Die UNO-Unterstützungsmission in dem Land sprach in einer Mitteilung von einem „wichtigen Schritt zur Förderung des politischen Prozesses in Libyen und zur Schaffung der Voraussetzungen für nationale Wahlen“.
Nach dem Sturz des Langzeitherrschers Muammar al-Gaddafi 2011 tobte in Libyen jahrelang ein Bürgerkrieg.
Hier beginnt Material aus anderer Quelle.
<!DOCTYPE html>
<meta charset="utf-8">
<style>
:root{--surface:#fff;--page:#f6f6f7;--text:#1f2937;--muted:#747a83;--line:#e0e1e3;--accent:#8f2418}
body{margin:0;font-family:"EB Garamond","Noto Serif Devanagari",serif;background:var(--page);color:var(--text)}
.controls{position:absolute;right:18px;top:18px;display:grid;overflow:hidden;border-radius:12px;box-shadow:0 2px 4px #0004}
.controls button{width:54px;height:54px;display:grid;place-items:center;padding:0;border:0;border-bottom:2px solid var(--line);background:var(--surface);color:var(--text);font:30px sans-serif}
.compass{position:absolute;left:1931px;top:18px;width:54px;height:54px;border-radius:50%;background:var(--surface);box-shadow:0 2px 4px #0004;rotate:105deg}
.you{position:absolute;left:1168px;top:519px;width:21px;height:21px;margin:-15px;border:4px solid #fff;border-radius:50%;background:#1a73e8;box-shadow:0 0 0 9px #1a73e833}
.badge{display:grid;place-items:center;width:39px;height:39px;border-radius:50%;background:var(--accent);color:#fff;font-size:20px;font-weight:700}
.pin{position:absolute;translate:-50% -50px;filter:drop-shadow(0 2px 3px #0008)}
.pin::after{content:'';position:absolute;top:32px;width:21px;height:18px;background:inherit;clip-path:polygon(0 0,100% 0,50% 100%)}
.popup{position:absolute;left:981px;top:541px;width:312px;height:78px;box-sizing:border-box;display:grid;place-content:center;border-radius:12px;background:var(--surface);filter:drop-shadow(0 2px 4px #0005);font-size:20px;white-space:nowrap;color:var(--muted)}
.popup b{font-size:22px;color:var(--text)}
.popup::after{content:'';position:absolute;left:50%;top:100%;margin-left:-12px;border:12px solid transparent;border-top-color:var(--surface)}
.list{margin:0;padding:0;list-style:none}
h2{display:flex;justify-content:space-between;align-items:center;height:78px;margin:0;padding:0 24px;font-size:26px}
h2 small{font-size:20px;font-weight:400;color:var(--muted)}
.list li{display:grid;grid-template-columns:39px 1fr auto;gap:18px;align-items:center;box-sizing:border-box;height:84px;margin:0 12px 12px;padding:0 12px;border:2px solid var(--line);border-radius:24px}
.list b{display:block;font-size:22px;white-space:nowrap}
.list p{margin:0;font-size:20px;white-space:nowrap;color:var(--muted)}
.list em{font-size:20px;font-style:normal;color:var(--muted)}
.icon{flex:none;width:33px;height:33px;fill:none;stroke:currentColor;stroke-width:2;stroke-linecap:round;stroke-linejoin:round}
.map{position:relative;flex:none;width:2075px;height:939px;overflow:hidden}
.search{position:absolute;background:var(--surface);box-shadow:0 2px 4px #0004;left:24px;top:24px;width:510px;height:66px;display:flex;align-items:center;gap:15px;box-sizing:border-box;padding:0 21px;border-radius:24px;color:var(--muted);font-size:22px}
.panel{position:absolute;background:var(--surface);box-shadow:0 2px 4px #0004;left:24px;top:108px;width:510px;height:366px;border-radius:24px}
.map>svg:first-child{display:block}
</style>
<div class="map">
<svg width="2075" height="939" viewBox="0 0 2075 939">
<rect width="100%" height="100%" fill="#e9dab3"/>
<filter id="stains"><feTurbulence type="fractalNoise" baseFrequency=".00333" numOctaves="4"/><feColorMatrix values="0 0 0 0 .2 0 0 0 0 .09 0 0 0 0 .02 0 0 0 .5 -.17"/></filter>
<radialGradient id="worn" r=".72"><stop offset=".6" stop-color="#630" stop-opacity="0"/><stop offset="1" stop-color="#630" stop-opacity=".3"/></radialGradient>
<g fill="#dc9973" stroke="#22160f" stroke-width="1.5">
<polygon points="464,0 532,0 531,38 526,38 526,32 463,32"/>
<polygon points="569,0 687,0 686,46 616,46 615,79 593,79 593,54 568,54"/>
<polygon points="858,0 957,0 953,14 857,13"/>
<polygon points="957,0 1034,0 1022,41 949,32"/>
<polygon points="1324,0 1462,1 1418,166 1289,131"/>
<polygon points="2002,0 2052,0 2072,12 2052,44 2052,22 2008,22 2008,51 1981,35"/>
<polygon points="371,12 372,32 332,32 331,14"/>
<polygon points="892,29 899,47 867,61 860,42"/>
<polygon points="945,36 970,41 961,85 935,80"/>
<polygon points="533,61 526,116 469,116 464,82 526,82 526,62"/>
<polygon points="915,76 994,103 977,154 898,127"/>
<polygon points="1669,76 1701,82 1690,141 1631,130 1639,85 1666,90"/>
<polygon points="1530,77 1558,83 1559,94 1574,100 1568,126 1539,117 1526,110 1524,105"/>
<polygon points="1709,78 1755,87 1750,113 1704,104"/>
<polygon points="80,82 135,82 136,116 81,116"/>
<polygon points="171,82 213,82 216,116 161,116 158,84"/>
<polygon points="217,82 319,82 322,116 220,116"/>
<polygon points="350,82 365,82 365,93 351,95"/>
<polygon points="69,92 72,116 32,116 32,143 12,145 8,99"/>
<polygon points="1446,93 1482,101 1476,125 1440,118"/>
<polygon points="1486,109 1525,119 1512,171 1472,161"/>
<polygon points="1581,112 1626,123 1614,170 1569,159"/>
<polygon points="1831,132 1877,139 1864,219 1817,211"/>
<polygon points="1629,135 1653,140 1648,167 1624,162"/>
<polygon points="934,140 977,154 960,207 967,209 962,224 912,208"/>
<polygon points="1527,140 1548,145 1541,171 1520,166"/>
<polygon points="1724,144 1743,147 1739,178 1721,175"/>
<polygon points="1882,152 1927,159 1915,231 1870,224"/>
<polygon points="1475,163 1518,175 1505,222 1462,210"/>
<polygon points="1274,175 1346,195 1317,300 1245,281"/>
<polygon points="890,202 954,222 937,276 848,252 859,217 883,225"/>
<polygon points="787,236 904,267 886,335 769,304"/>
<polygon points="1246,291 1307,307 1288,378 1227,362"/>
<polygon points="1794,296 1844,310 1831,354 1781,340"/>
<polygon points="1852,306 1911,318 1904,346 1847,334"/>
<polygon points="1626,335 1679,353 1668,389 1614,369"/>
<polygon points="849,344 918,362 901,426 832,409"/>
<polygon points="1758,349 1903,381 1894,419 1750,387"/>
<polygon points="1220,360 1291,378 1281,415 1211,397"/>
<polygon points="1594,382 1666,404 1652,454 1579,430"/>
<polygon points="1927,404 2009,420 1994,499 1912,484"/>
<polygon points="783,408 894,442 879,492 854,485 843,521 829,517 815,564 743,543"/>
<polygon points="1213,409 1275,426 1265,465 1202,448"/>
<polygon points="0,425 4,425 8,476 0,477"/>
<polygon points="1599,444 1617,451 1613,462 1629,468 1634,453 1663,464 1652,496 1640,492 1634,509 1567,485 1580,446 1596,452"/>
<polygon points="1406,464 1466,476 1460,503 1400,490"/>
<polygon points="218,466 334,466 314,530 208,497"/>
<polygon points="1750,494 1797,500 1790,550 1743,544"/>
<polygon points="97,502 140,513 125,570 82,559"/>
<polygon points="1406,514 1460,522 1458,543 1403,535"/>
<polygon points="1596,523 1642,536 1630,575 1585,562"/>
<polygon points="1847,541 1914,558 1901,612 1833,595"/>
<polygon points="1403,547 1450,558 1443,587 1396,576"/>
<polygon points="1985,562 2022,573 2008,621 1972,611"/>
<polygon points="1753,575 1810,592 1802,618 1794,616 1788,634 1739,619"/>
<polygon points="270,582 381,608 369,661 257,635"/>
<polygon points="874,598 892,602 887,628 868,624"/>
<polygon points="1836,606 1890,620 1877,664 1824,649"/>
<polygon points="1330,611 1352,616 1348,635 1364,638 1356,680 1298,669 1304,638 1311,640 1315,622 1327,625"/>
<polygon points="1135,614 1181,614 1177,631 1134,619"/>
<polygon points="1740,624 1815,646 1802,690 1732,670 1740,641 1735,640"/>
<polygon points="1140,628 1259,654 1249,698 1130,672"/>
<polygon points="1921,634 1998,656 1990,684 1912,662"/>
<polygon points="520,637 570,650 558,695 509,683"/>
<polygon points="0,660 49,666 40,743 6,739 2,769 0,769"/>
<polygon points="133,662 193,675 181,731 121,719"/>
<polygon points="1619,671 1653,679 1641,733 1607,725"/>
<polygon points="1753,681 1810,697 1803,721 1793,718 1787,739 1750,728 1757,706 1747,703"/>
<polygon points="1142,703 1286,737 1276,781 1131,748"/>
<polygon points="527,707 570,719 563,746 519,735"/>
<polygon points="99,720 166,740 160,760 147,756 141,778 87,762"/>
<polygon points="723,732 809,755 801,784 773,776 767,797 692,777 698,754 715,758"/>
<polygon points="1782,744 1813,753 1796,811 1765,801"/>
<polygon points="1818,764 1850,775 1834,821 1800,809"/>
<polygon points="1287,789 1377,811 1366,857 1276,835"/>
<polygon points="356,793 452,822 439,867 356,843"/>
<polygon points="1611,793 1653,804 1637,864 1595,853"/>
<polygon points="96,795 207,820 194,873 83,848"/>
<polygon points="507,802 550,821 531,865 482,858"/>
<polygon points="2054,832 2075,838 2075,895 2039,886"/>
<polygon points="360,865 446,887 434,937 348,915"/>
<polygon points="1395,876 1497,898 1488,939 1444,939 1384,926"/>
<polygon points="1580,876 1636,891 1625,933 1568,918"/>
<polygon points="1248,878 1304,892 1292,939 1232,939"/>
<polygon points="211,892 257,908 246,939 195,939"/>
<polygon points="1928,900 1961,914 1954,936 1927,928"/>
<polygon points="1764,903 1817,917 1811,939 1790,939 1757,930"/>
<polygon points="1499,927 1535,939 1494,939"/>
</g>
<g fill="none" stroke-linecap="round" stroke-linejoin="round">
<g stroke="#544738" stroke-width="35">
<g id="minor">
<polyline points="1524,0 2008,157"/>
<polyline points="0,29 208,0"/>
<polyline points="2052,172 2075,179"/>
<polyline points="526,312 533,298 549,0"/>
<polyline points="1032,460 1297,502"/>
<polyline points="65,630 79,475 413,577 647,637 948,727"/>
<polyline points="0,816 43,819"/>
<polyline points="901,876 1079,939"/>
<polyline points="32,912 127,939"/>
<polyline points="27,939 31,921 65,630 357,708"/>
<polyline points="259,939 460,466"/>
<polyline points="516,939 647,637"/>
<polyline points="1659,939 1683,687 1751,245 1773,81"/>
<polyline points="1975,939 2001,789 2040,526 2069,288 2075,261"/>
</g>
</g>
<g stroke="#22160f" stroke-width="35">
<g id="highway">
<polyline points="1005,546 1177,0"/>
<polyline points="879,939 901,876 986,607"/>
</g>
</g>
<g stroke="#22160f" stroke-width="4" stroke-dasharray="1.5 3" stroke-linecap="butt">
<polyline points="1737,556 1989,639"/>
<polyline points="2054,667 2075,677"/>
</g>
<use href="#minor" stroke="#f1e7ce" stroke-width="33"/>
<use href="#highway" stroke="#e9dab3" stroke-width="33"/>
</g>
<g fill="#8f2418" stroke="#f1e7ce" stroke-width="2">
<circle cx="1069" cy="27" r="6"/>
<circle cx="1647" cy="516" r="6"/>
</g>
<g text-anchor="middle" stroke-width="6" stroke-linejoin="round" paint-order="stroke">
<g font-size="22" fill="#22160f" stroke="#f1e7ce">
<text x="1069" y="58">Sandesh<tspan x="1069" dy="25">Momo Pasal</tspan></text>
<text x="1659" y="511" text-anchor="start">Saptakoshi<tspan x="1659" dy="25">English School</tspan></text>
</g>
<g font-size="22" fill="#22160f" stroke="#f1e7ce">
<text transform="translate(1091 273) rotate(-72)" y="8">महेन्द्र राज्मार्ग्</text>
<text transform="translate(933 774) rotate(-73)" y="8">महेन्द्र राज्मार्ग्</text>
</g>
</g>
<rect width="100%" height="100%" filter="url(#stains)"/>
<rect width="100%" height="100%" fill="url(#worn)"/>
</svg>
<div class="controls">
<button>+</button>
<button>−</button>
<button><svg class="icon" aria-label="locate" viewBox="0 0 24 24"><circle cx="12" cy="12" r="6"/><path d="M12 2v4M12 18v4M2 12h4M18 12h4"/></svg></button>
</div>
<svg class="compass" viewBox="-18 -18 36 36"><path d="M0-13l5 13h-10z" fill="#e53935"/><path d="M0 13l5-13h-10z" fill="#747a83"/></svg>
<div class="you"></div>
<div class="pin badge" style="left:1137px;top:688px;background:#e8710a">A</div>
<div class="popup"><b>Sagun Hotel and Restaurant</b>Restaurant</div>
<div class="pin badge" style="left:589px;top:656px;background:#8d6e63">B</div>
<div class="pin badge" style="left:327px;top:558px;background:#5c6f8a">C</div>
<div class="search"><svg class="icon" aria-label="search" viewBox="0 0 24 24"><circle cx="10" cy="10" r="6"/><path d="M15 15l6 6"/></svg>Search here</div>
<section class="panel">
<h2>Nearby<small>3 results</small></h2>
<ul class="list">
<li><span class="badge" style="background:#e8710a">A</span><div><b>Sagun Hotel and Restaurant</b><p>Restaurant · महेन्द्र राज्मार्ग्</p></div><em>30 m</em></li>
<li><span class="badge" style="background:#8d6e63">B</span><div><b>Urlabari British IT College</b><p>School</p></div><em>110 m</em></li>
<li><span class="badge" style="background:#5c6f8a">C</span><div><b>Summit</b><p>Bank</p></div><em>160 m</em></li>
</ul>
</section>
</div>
Bis heute ist das Land gespalten: In Tripolis sitzt die von den Vereinten Nationen anerkannte Regierung von Ministerpräsident Abdel Hamid Dbaiba, der Osten und Süden des Landes wird beherrscht vom General Chalifa Haftar und seinen Verbündeten.
Mehrere gescheiterte Versuche
Die Vereinten Nationen bemühen sich seit Jahren vergeblich darum, die politischen Konflikte im Land zu überwinden und einen Wandel anzustoßen. Mehrere Versuche, landesweite Wahlen abzuhalten, scheiterten. Seit 2020 gilt eine Waffenruhe, die Sorge vor neuen Kämpfen besteht aber weiter.
Mit der jetzt geschlossenen Vereinbarung wird unter anderem eine Wahlkommission benannt. Zudem wurden nach UNO-Angaben Streitpunkte im rechtlichen Rahmen für die geplanten Wahlen beigelegt.
Die UNO-Mission in Libyen erklärte, sie werde weiter mit den libyschen Akteuren zusammenarbeiten, um die Umsetzung der Vereinbarung zu unterstützen und die Vereinigung der staatlichen Institutionen voranzubringen, die in der Lage sind, das Land zu Wahlen zu führen.